「お前、いい加減にしろよ?」
健さんは低い静かな声でそう言った。
静かな声が余計に威圧感を感じる。
いつもの健さんじゃないみたい。
「はっ?俺?舞の彼氏だけど?
あのさぁ……お前、しつけぇんだよ。
舞が怖がってんのがわかんねぇの?
女に暴力振るうことしか出来ねぇなんて最低だな。
弱い者に暴力を振るう事で自分を強く見せて、そういう愛情表現しか出来ねぇ、お前みたいなヤツは女と付き合う資格なんてねぇんだよ。
もう2度とかけてくんな!」
健さんが一気に捲し立てる。
電話口の向こうで太一の声が聞こえる。
『この前、スーパーの駐車場でアンタを見た時、どっかで見たことあると思ってたんだけど、アンタってラクテのボーカルだよな?』
太一は健さんがラクテのボーカルだと知ってるんだ……。
でも何でそんなこと聞くの?
「は?それがどうしたんだよ。
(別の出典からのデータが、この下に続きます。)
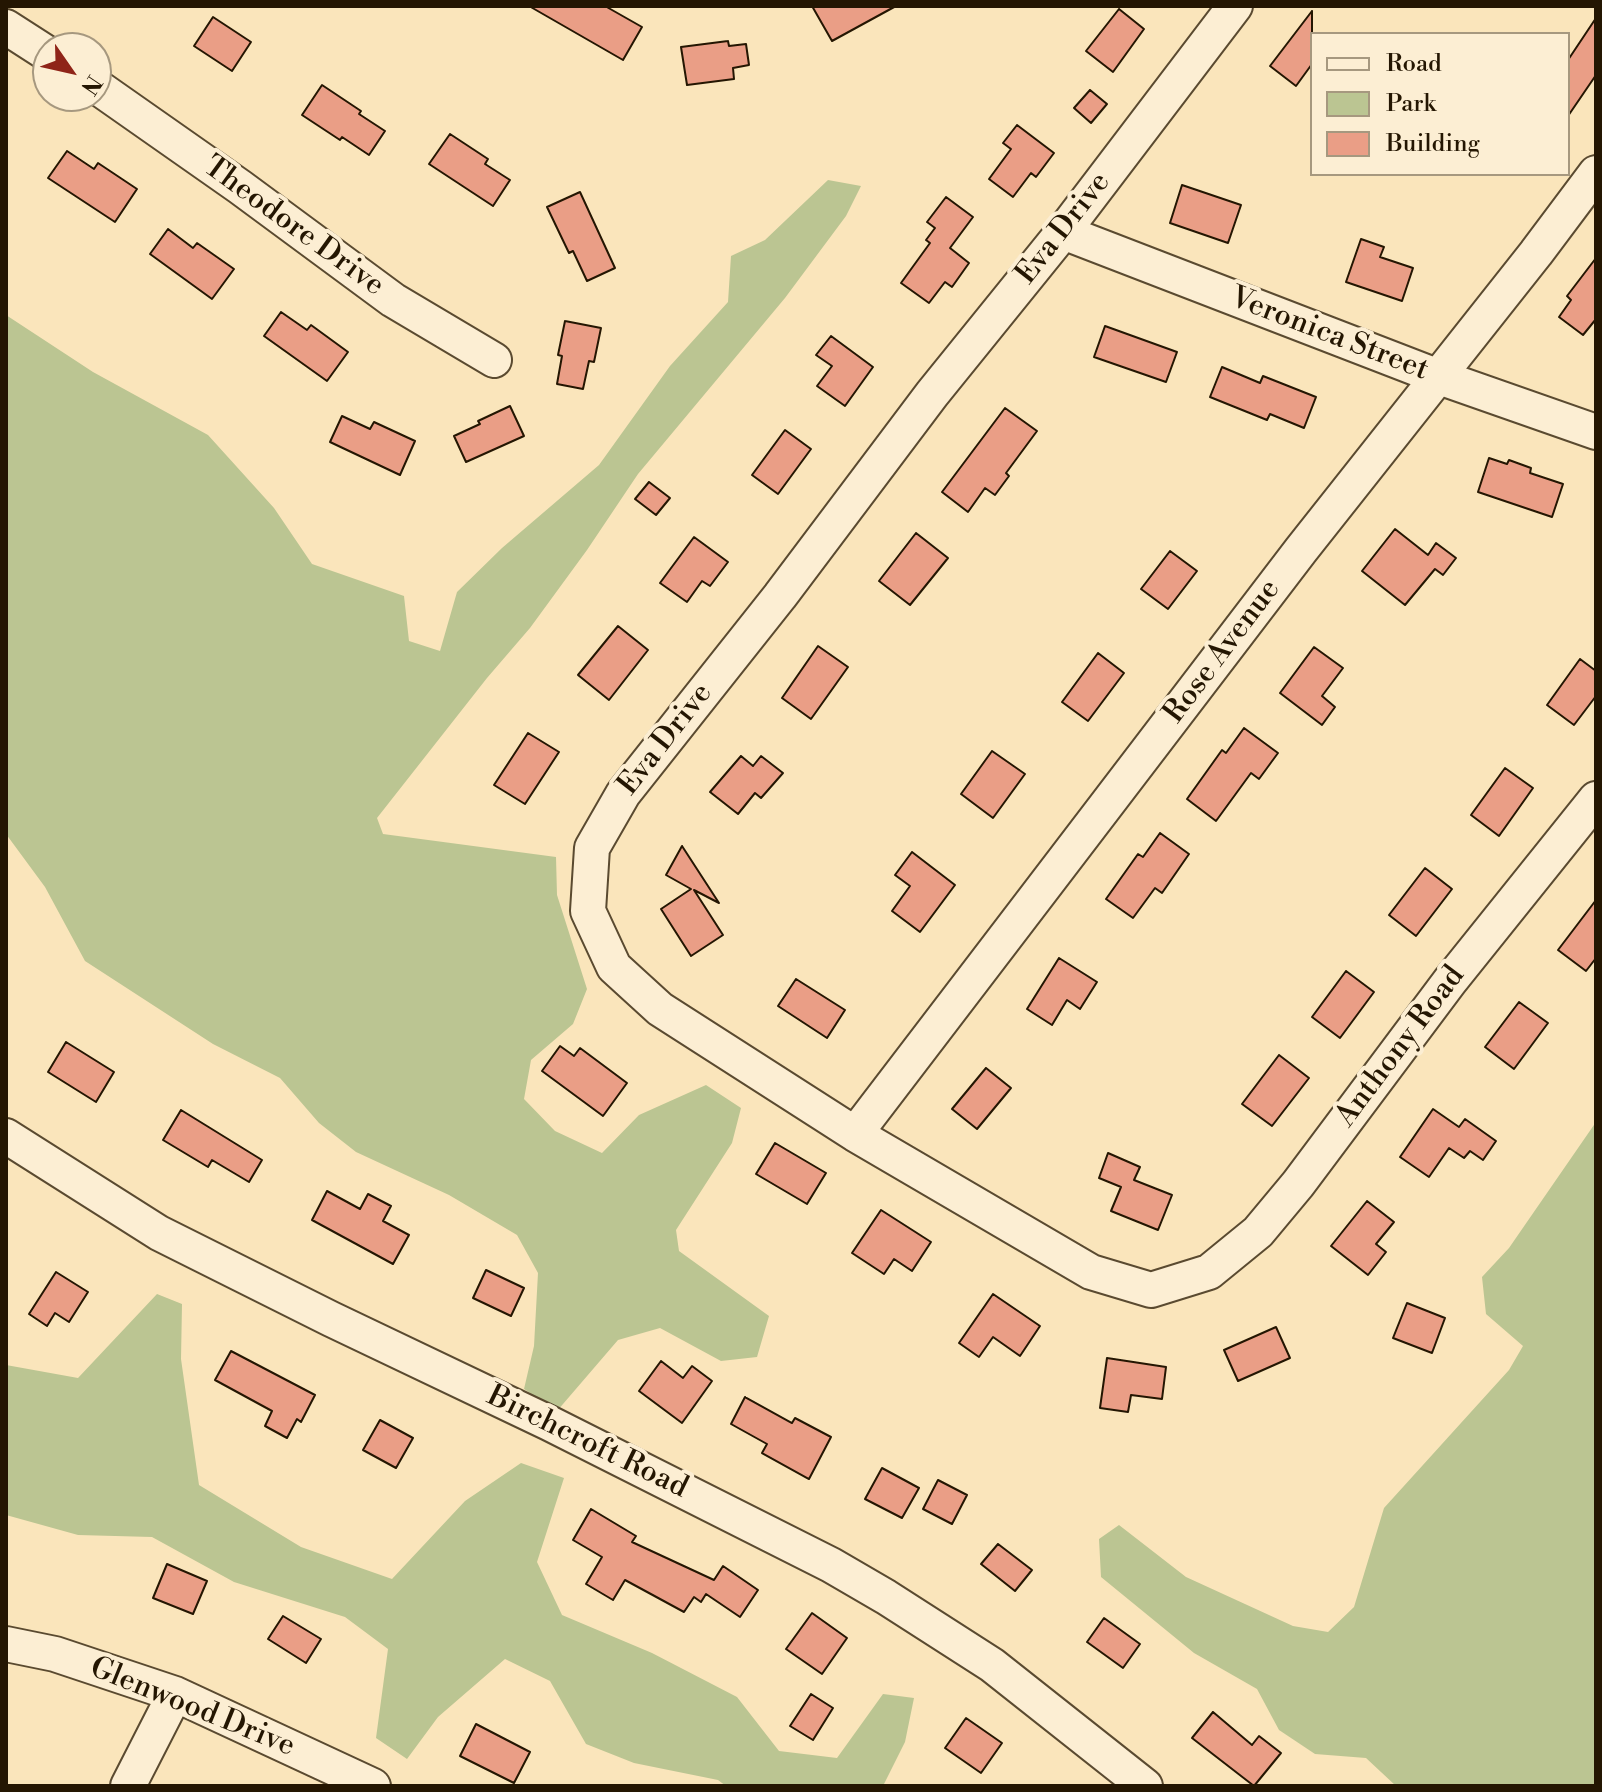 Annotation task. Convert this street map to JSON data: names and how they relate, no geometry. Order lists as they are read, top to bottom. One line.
{"streets":{"street":["Theodore Drive","Eva Drive","Veronica Street","Rose Avenue","Anthony Road","Birchcroft Road","Glenwood Drive"]},"crossings":[["Eva Drive","Veronica Street"],["Eva Drive","Rose Avenue"],["Eva Drive","Anthony Road"],["Veronica Street","Rose Avenue"]],"legend":["Road","Park","Building"],"north":"bottom right"} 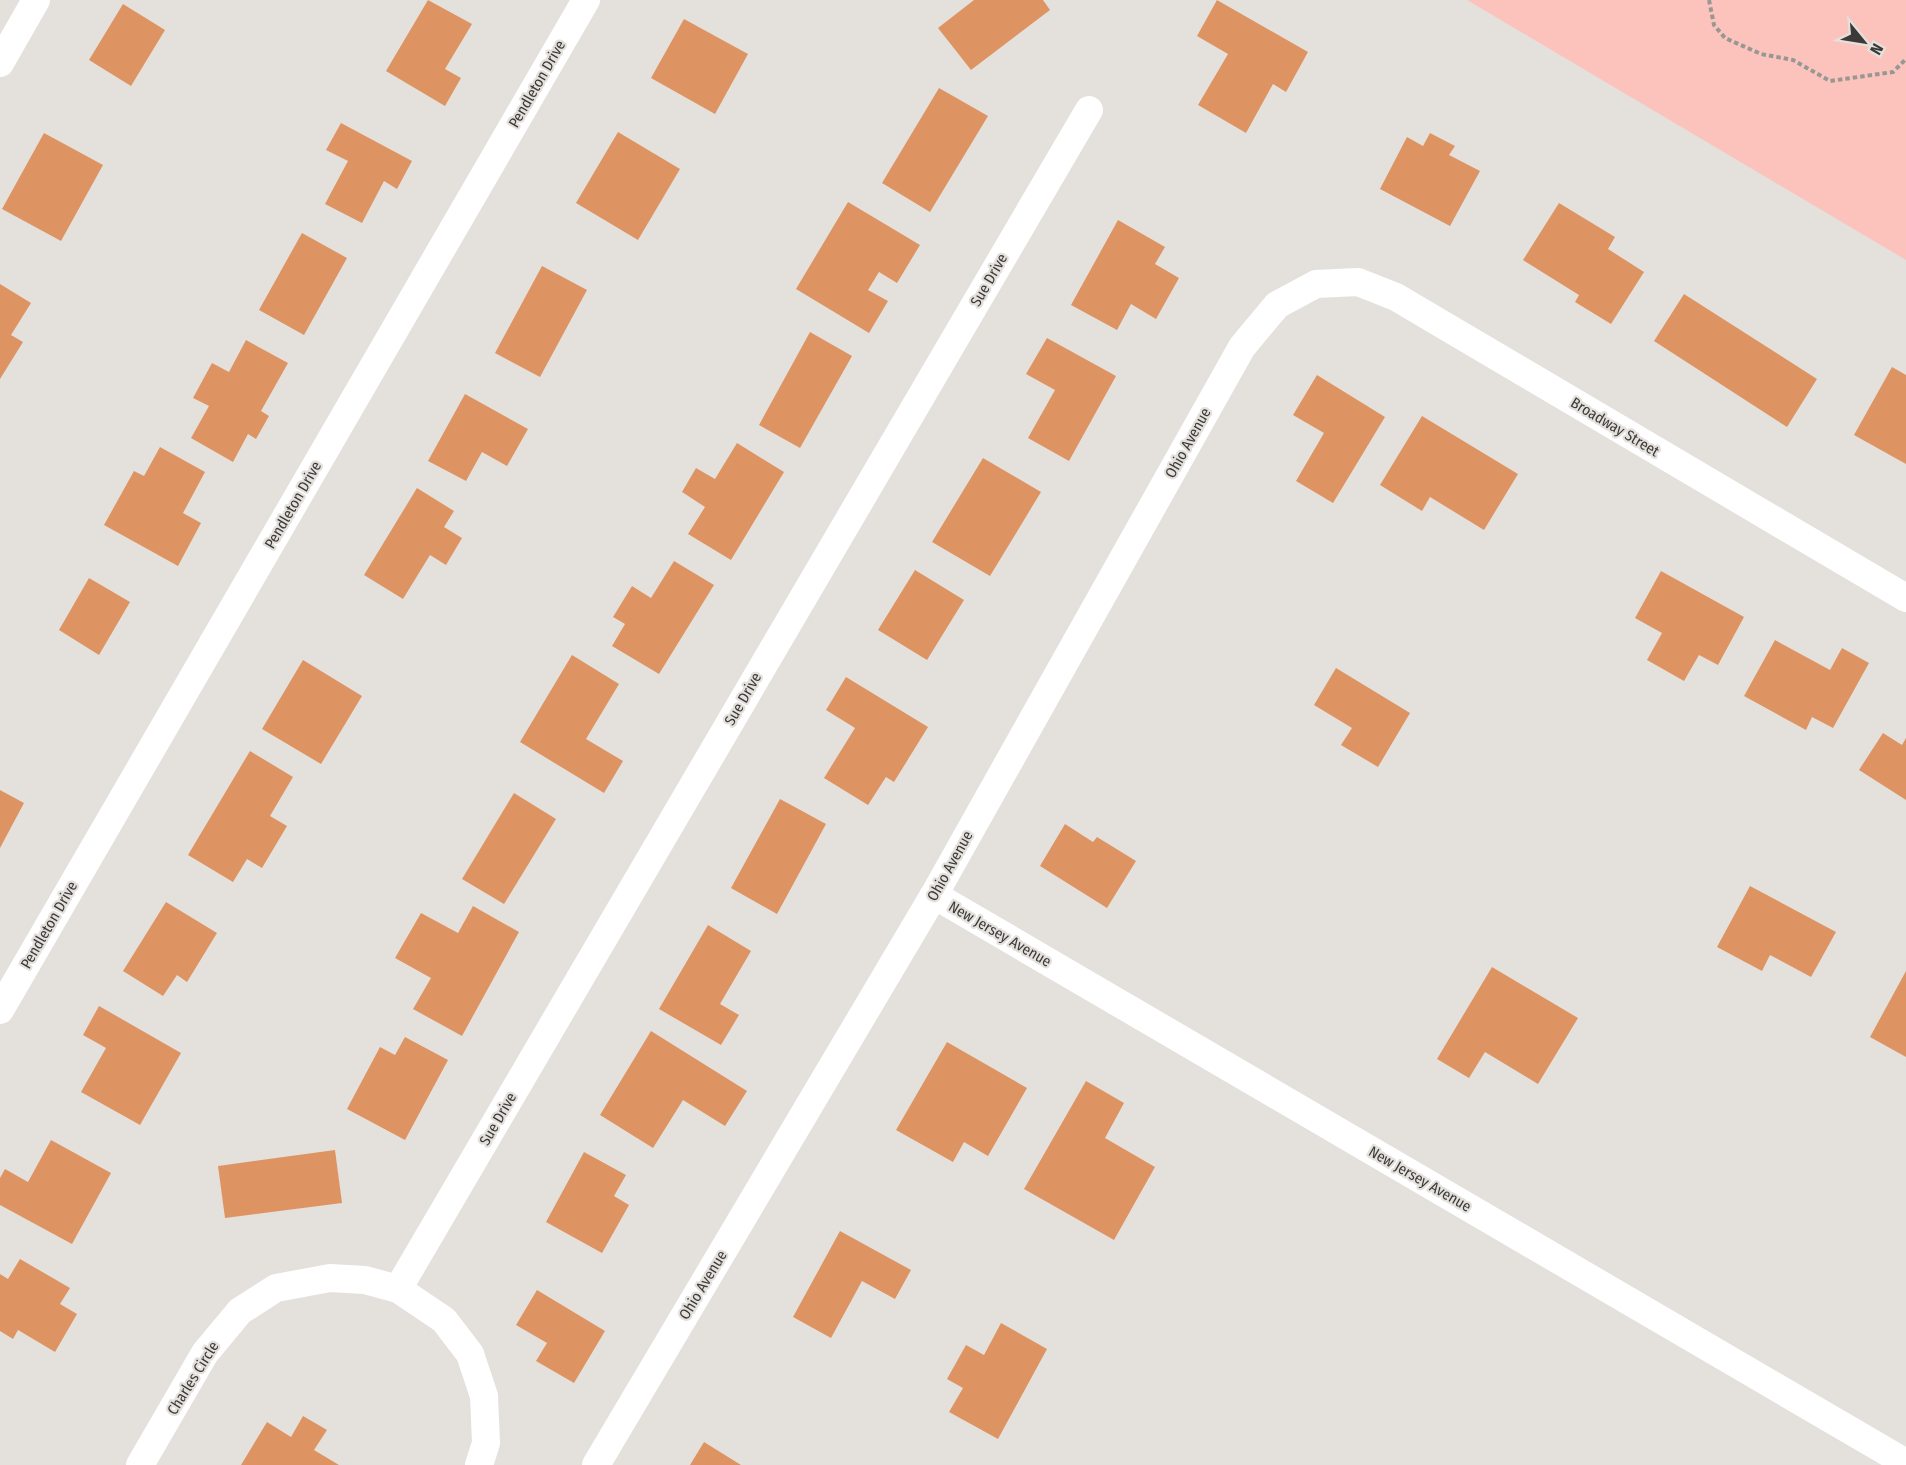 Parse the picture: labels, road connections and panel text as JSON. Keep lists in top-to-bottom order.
{
  "streets": {
    "street": [
      "Pendleton Drive",
      "Sue Drive",
      "Broadway Street",
      "Ohio Avenue",
      "New Jersey Avenue",
      "Charles Circle"
    ]
  },
  "crossings": [
    ["Sue Drive", "Charles Circle"],
    ["Broadway Street", "Ohio Avenue"],
    ["Ohio Avenue", "New Jersey Avenue"]
  ],
  "north": "bottom right"
} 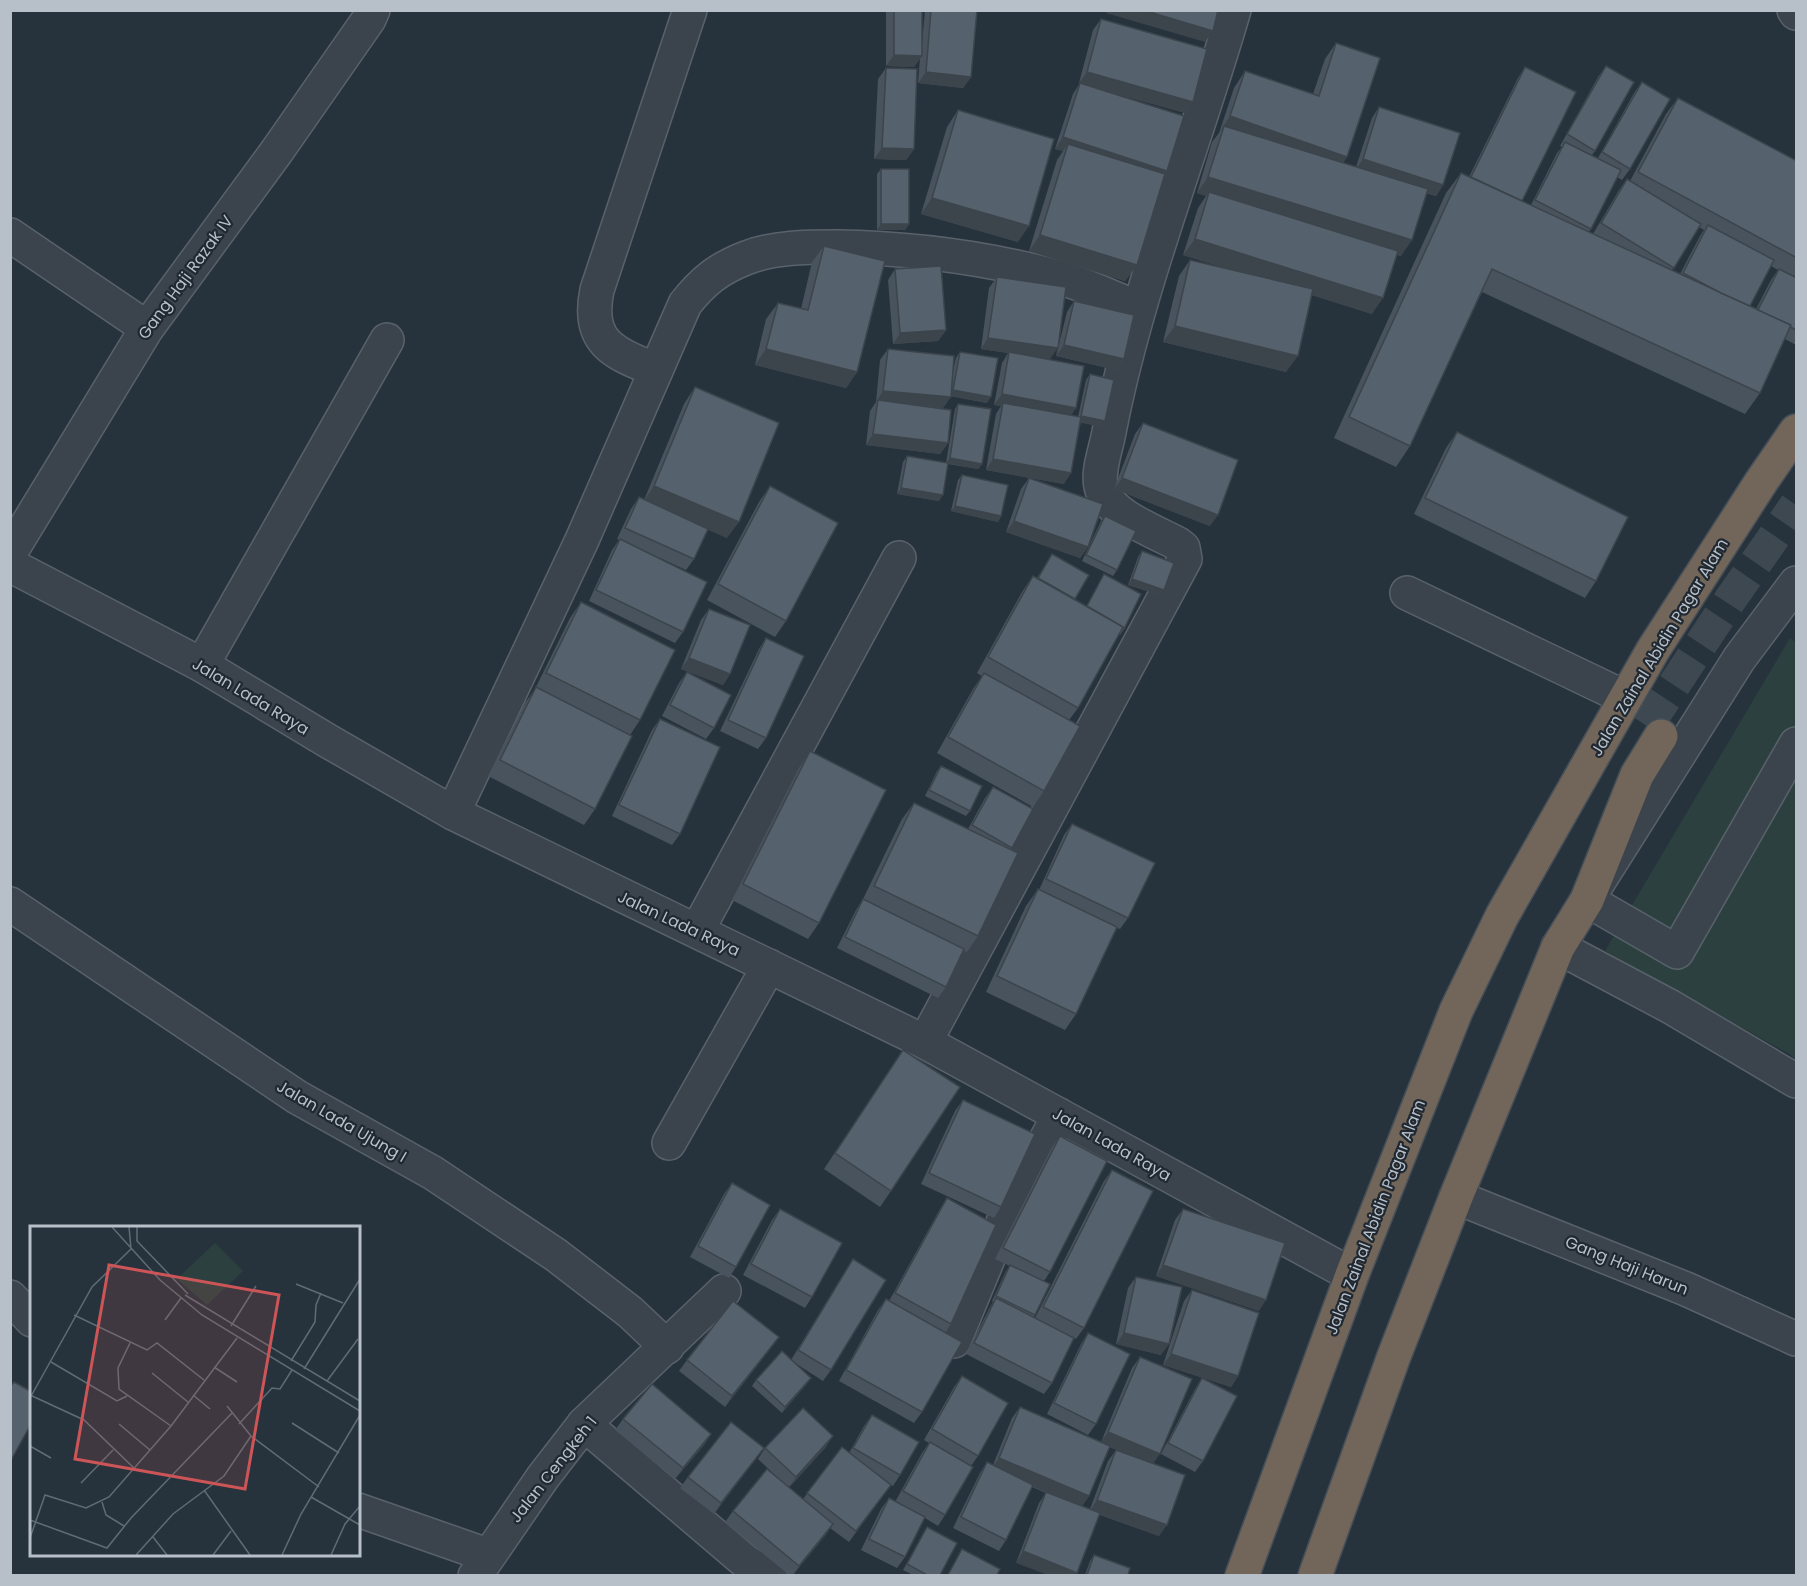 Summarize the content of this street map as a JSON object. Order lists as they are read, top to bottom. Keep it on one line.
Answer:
{"streets":{"highway":["Jalan Zainal Abidin Pagar Alam"],"street":["Gang Haji Razak IV","Jalan Lada Raya","Jalan Lada Ujung I","Gang Haji Harun","Jalan Cengkeh 1"]},"crossings":[["Jalan Zainal Abidin Pagar Alam","Jalan Lada Raya"],["Jalan Zainal Abidin Pagar Alam","Gang Haji Harun"],["Jalan Lada Ujung I","Jalan Cengkeh 1"]]}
俺と舞のこと、週刊誌に売り付けようってか?」
健さんがクスッと笑う。
「はぁ?そんな脅しに俺が怖がると思うか?週刊誌に売り付けたかったら勝手に売り付けろよ。じゃあな、2度とかけてくんじゃねぇぞ!わかったな?」
健さんは電話を切って、携帯を私に返してくれた。